## WHAT IS EXPECTED:
Copy nothing but the lines below running from the line containing "M875,642L893,588" through the line containing "<!-- street labels -->", both end lines included.

## RECORDS PROVIDED:
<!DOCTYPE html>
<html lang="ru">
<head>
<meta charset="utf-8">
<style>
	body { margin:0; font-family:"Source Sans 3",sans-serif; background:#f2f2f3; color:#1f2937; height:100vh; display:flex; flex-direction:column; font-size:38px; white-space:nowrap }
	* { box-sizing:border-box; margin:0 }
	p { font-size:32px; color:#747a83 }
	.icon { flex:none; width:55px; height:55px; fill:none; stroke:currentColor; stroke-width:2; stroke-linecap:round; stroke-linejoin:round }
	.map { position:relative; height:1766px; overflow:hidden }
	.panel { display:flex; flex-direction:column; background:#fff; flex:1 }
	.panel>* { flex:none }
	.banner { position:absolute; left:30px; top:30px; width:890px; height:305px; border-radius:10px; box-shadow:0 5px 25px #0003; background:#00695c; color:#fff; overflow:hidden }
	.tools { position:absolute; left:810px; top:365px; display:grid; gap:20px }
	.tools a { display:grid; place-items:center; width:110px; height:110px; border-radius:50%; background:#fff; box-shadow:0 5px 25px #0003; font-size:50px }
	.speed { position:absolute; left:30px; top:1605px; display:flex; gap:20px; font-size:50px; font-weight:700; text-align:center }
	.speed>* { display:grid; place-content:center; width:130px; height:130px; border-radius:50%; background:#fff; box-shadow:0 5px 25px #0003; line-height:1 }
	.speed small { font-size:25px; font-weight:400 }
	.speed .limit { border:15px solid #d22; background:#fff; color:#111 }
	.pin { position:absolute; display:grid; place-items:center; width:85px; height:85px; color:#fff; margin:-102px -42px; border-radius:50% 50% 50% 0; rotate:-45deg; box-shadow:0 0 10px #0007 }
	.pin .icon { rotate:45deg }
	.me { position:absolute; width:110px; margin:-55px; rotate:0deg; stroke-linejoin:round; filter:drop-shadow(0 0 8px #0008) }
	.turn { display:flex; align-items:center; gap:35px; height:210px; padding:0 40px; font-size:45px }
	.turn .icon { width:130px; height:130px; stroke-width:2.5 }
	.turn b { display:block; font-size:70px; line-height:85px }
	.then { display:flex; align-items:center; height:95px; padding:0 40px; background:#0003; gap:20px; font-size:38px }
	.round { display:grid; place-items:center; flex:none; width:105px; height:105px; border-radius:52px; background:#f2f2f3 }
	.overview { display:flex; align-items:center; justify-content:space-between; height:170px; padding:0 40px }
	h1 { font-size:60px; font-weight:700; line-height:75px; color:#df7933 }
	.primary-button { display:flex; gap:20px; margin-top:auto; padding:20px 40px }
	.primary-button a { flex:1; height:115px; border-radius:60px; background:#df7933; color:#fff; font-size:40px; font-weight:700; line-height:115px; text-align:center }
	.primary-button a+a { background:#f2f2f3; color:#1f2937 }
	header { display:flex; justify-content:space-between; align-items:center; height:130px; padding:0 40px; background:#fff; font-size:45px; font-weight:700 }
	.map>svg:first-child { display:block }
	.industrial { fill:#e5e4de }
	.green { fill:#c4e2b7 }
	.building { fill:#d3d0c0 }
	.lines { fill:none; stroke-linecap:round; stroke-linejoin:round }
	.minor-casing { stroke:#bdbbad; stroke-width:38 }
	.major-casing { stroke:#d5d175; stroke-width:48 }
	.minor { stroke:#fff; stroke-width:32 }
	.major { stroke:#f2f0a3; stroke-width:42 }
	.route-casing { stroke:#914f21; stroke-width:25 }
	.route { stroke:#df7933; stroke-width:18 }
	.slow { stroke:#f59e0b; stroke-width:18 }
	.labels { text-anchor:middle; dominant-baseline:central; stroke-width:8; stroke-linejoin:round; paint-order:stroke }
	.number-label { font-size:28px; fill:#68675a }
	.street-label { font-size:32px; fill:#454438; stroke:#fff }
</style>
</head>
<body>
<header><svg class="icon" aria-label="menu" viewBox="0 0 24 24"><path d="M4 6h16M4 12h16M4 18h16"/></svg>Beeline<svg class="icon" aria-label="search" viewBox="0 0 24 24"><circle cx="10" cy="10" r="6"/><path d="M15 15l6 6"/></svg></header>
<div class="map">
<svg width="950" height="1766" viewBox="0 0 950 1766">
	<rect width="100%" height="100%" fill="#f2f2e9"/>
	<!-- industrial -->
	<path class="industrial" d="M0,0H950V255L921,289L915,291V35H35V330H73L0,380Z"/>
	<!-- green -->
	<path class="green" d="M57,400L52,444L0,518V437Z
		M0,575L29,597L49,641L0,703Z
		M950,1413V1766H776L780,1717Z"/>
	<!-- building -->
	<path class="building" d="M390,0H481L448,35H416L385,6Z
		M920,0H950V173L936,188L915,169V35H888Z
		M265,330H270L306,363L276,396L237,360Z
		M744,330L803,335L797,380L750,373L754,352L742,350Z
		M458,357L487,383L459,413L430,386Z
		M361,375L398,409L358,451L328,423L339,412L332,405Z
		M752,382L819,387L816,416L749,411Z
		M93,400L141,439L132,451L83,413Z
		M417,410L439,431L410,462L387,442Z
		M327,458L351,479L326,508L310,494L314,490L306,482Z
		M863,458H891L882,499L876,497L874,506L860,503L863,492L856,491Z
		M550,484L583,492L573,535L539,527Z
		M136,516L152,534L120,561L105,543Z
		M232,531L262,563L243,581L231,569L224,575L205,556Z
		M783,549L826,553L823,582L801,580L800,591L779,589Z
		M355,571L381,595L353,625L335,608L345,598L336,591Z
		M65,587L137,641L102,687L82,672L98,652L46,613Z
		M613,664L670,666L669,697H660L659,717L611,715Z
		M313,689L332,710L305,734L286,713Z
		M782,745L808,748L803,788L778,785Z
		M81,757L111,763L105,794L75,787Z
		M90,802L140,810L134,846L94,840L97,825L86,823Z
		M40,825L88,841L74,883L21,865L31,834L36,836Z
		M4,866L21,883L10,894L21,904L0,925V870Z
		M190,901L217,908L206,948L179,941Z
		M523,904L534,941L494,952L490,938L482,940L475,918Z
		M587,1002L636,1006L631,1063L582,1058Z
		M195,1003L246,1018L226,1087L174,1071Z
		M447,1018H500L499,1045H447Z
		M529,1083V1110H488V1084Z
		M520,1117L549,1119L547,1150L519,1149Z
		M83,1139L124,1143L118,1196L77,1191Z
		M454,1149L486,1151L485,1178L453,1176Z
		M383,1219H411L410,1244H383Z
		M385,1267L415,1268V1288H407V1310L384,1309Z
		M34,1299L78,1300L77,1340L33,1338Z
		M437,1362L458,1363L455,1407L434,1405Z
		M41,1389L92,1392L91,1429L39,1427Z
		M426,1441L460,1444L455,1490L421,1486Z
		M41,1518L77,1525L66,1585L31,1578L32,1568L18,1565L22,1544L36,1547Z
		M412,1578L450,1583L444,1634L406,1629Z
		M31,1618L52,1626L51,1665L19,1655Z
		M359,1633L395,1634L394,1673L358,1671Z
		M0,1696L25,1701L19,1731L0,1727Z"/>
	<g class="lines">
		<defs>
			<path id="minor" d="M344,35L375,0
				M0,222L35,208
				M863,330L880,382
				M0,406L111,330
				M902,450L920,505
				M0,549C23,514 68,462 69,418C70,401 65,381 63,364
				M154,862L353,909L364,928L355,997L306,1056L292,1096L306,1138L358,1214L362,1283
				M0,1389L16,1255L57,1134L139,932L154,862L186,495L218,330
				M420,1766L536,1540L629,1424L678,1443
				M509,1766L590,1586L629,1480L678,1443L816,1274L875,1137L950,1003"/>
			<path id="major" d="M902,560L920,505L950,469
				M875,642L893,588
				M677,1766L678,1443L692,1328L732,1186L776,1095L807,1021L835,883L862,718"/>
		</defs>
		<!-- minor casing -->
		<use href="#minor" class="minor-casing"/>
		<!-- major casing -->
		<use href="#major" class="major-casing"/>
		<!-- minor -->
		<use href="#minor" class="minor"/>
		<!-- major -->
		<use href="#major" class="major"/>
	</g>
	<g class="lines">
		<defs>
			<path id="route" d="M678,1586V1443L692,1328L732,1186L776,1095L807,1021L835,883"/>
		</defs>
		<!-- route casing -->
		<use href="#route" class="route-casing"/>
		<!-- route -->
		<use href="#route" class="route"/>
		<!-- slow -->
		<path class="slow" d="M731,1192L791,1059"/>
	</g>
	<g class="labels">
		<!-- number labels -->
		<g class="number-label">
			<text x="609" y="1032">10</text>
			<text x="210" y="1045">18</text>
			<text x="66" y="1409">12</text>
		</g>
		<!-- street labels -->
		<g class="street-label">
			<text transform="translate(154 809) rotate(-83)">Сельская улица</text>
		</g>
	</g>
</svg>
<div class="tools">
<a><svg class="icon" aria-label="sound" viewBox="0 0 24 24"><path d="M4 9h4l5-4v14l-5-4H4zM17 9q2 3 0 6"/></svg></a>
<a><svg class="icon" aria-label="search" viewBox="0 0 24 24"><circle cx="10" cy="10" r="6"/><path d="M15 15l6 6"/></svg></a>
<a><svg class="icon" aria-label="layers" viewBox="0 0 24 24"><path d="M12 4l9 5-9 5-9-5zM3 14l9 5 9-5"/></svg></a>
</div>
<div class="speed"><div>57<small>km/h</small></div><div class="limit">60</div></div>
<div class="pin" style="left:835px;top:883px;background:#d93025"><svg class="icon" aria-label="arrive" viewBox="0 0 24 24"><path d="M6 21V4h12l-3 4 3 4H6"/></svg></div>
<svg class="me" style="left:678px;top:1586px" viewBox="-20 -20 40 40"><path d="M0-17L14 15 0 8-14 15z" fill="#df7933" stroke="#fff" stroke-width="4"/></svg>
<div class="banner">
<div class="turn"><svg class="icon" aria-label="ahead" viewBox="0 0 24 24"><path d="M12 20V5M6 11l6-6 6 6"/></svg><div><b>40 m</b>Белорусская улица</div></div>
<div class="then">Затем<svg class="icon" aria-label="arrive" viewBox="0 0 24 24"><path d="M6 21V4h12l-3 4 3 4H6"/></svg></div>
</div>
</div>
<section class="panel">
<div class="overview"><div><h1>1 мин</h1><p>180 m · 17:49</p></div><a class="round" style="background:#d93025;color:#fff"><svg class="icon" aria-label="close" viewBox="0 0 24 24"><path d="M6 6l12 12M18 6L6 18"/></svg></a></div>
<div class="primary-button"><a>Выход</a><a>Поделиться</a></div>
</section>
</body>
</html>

## WRITTEN ANSWER:
				M875,642L893,588
				M677,1766L678,1443L692,1328L732,1186L776,1095L807,1021L835,883L862,718"/>
		</defs>
		<!-- minor casing -->
		<use href="#minor" class="minor-casing"/>
		<!-- major casing -->
		<use href="#major" class="major-casing"/>
		<!-- minor -->
		<use href="#minor" class="minor"/>
		<!-- major -->
		<use href="#major" class="major"/>
	</g>
	<g class="lines">
		<defs>
			<path id="route" d="M678,1586V1443L692,1328L732,1186L776,1095L807,1021L835,883"/>
		</defs>
		<!-- route casing -->
		<use href="#route" class="route-casing"/>
		<!-- route -->
		<use href="#route" class="route"/>
		<!-- slow -->
		<path class="slow" d="M731,1192L791,1059"/>
	</g>
	<g class="labels">
		<!-- number labels -->
		<g class="number-label">
			<text x="609" y="1032">10</text>
			<text x="210" y="1045">18</text>
			<text x="66" y="1409">12</text>
		</g>
		<!-- street labels -->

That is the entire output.